We've done a good deal of reading-aloud this year, and here are my three favorites:
Treasures of the Snow | Patricia St. John
I remember reading Patricia St. John books as a girl, and this was one of my favorites. As I pondered our read-alouds for the year, God kept putting this one on my heart. I kept scrambling past that thought, because we already read this one aloud, years ago, but God kept nudging me toward this one, and I felt like He might want to use this story in one of my younger girls' hearts, so we began our year with this read-aloud.
It's a story centering around three children: Annette, her younger brother Dani, and a boy in their village named Lucien.

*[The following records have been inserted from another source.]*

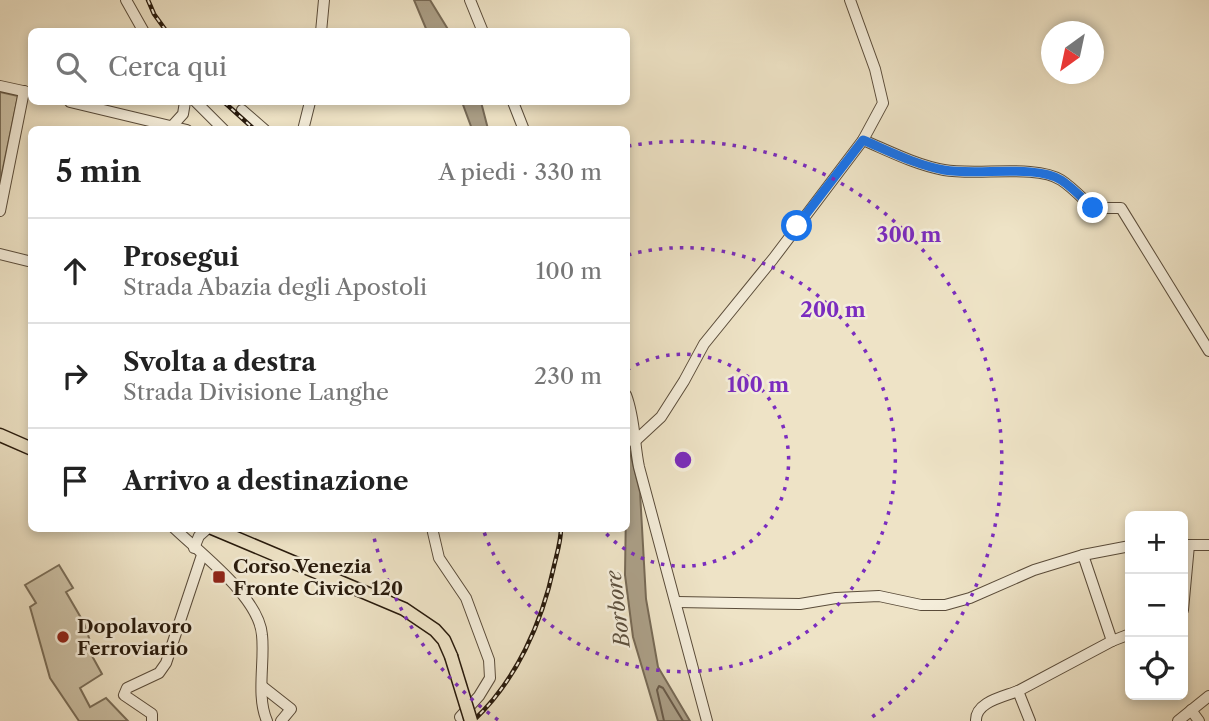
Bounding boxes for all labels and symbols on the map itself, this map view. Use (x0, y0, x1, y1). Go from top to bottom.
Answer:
north arrow (1041, 21, 1104, 84)
route end (1077, 192, 1108, 223)
route start (781, 210, 812, 241)
text: 300 m (877, 222, 941, 247)
text: 200 m (800, 297, 866, 322)
text: 100 m (727, 372, 789, 397)
centre of rings (671, 448, 695, 472)
place label: Corso Venezia Fronte Civico 120 (233, 555, 403, 600)
water label: Borbore (600, 568, 635, 651)
marker: Corso Venezia Fronte Civico 120 (211, 569, 227, 585)
place label: Dopolavoro Ferroviario (77, 615, 192, 660)
marker: Dopolavoro Ferroviario (55, 629, 71, 645)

Lucien and Annette aren't particularly fond of each other, and one day Lucien's actions cause an accident that deeply affects Annette, and she feels hatred and bitterness in her heart toward him. Her grandmother in particular encourages her to forgive Lucien, and Annette is faced with a choice of obeying God, in the act of forgiving Lucien, or holding onto the hatred.
I think what I love so much about this book is how Patricia St. John visually describes this choice. She writes of how Jesus stands at the door of our hearts and knocks, and when we let Him in, light floods in and there's no room for the darkness. But we have to let Him in. I have referred back to this story and the characters within it several times with one of my girls as a way to enter into a discussion about her own heart: "Do you remember Annette? And how much anger was in her heart? What did her grandma say to her? What happened to Annette when she...?" I highly recommend this book, and all my kids loved it.

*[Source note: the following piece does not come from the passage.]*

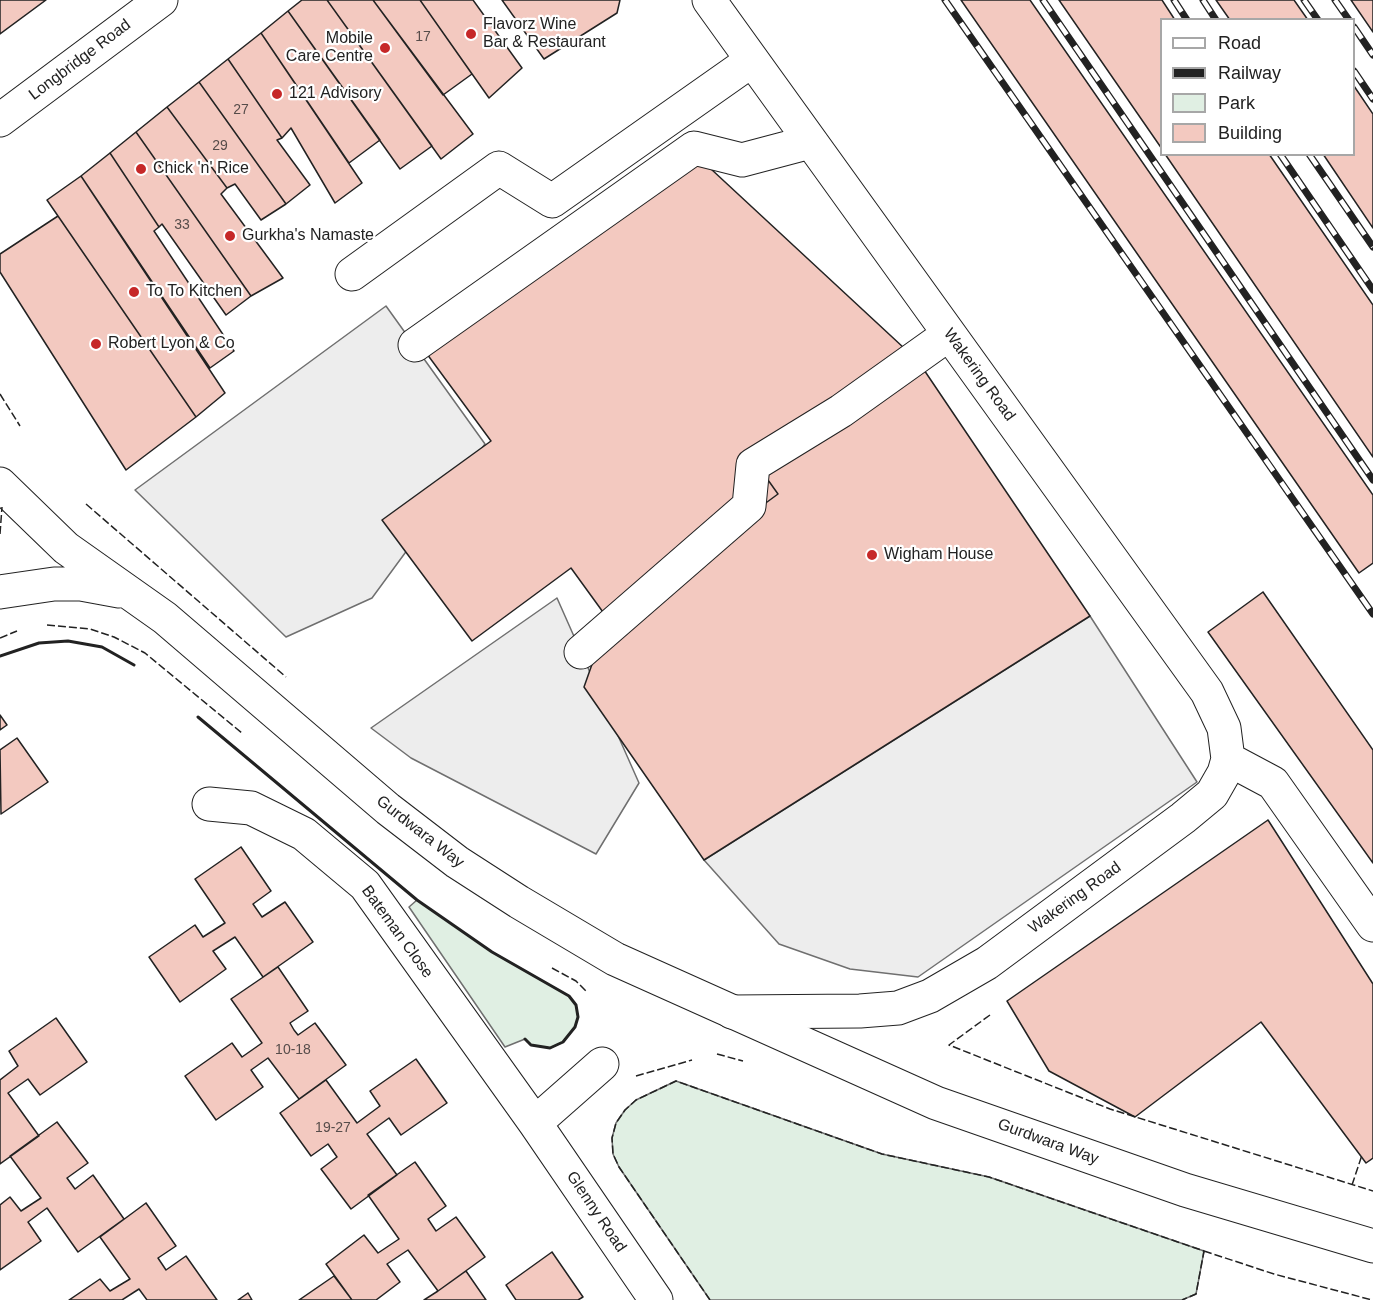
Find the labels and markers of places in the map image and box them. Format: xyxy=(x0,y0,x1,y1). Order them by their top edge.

I'd been hearing about this book for years, and Ella had already read it on her own, but what won me over to finally reading it aloud was not the book itself, but actually a quote I read by the author.

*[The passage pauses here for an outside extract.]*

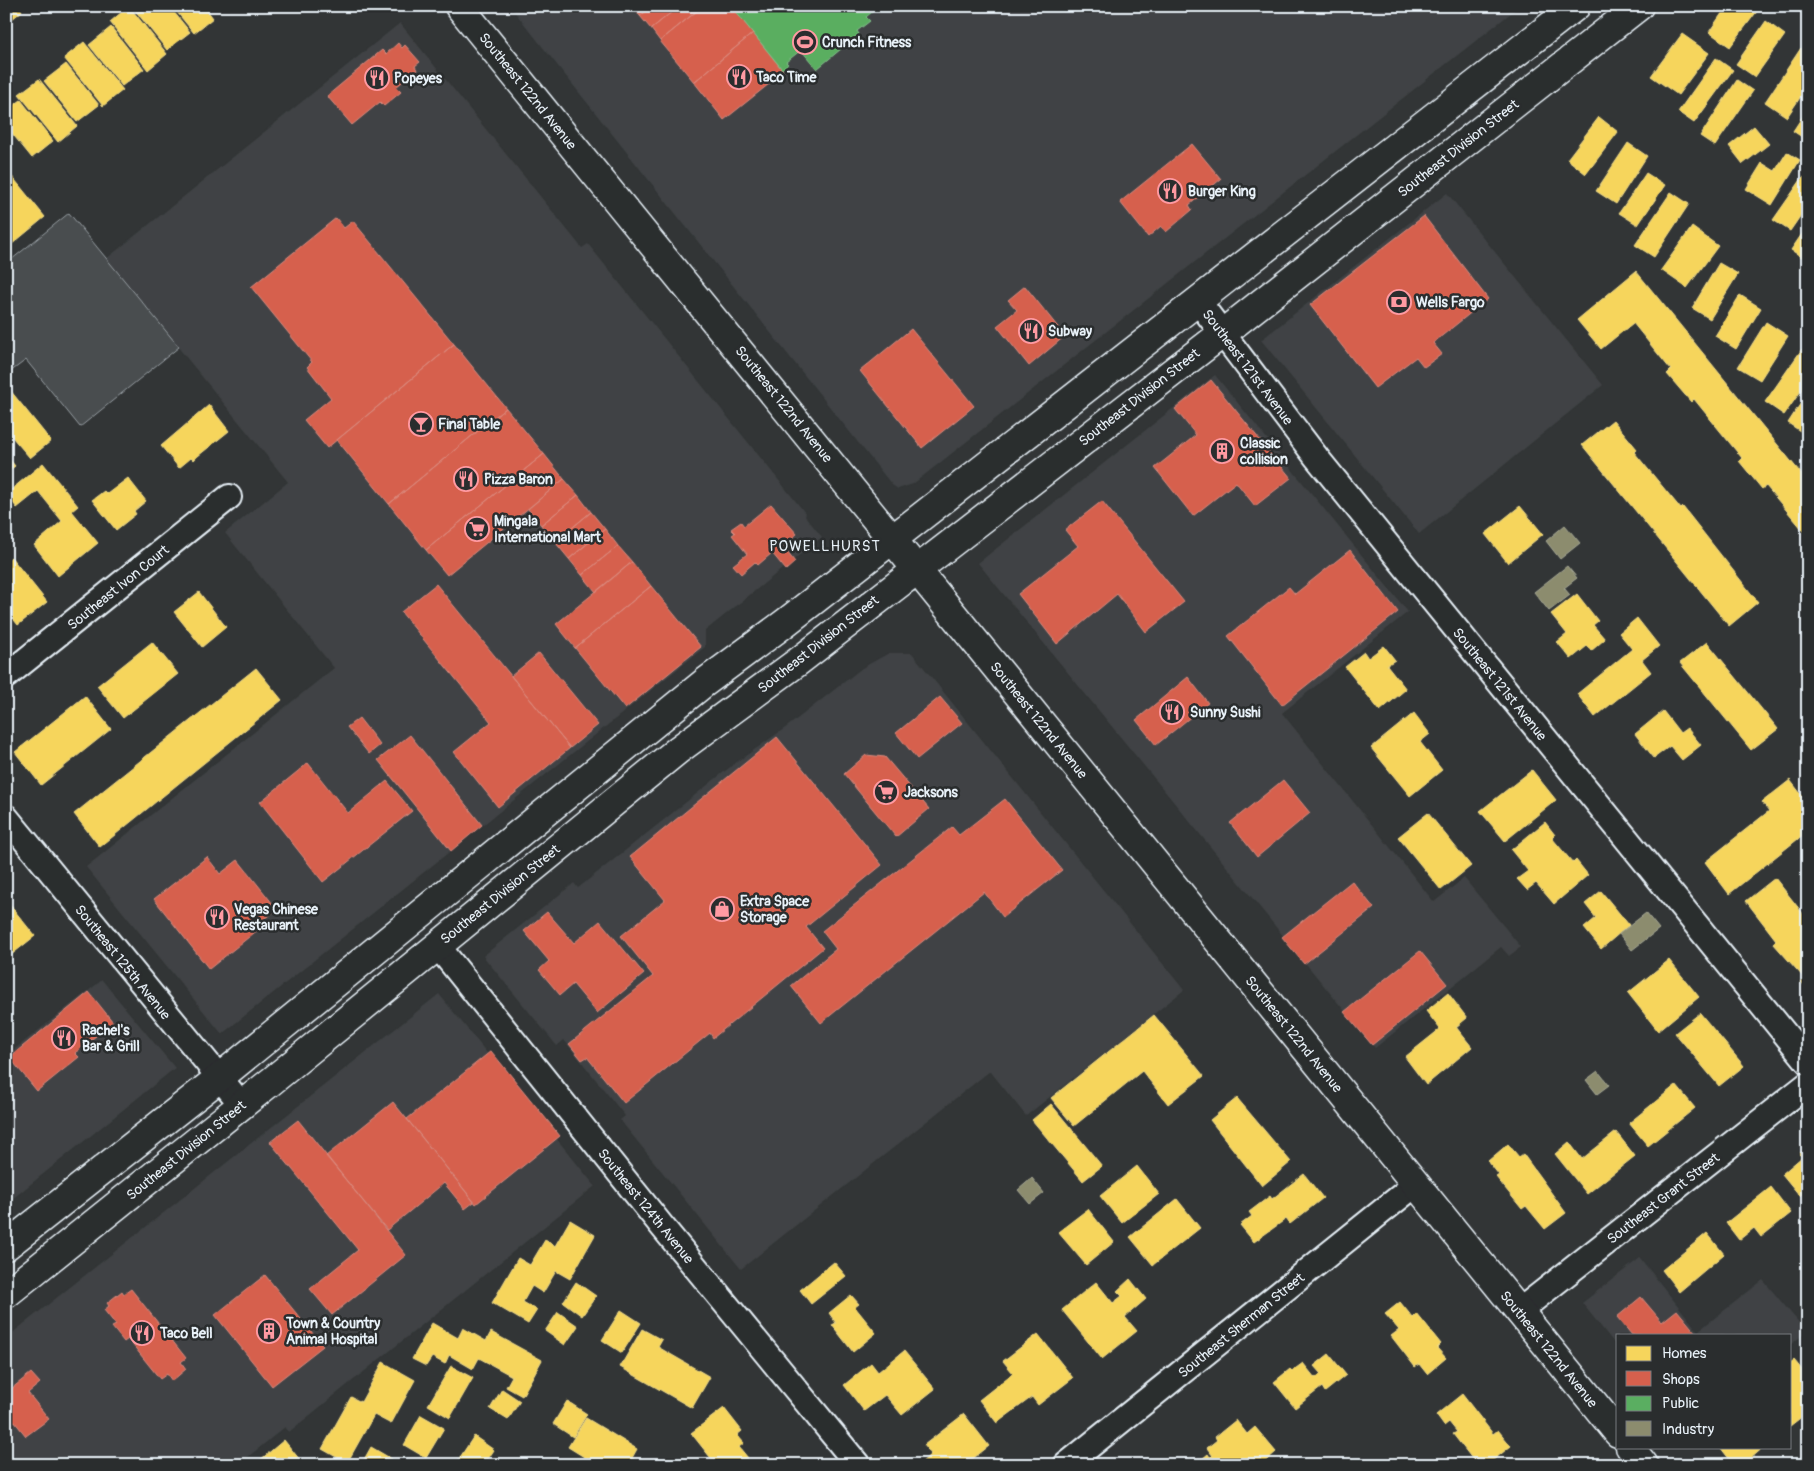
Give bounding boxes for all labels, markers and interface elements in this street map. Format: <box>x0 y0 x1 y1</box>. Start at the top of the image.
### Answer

I am paraphrasing, here, but Jeanne Birdsall decided to write The Penderwicks because as a young girl she loved to read, and after reading all of her favorite books, she longed for more of those types of stories, but couldn't find them. So she grew up and wrote the kind of story she would have loved as a girl.
That won me over to her as an author, because I remember being that girl, too. Once I had read all the Laura Ingalls Wilder books, then the Anne series and everything else written by L.M. Montgomery, then several Louisa May Alcott titles, with a few treasures sprinkled in there by other authors, I ran out of the kinds of stories that I so loved. Ella has felt the same way.
So one day I opened up The Penderwicks and began to read, and it was a delightful story of everyday children and their summer adventures. We really enjoyed it. I have yet to read any of the other titles, so if any of you have read the rest of the series, I'd love to hear it!
This was our most recent read-aloud, and it was so wonderful to have no school this past month, because I was able to spend a good deal of time each day reading this, and my kids were constantly pleading for more (which, as you well know, is always the sign of a well-chosen read-aloud!)
We just really liked this story. It was well-written and the plot and characters well developed. The book is about a small number of rabbits who leave their warren due to impending destruction of their home. They head off to find a new home for themselves, encountering dangers and learning lessons along the way. The rabbits Hazel, Fiver, Bigwig and Pipkin, and the gull Kehaar became dear to all of us as we read this book. The rabbits speak to one another and have their own language and mythology.
Note: My least-favorite part of the book were the sections where one of the rabbits told a story about one of their ancestors (because, boring. Get back to the plot, already.) But those sections were actually my boys' favorite parts of the book, so go figure. ;)
We are currently reading Little Women, which all of us girls love so far. And my boys are being champs about. (I told them that they just got to read of battles, suspense and adventures with rabbits, so they can handle some women for awhile. ;))
What are you currently reading aloud in your home?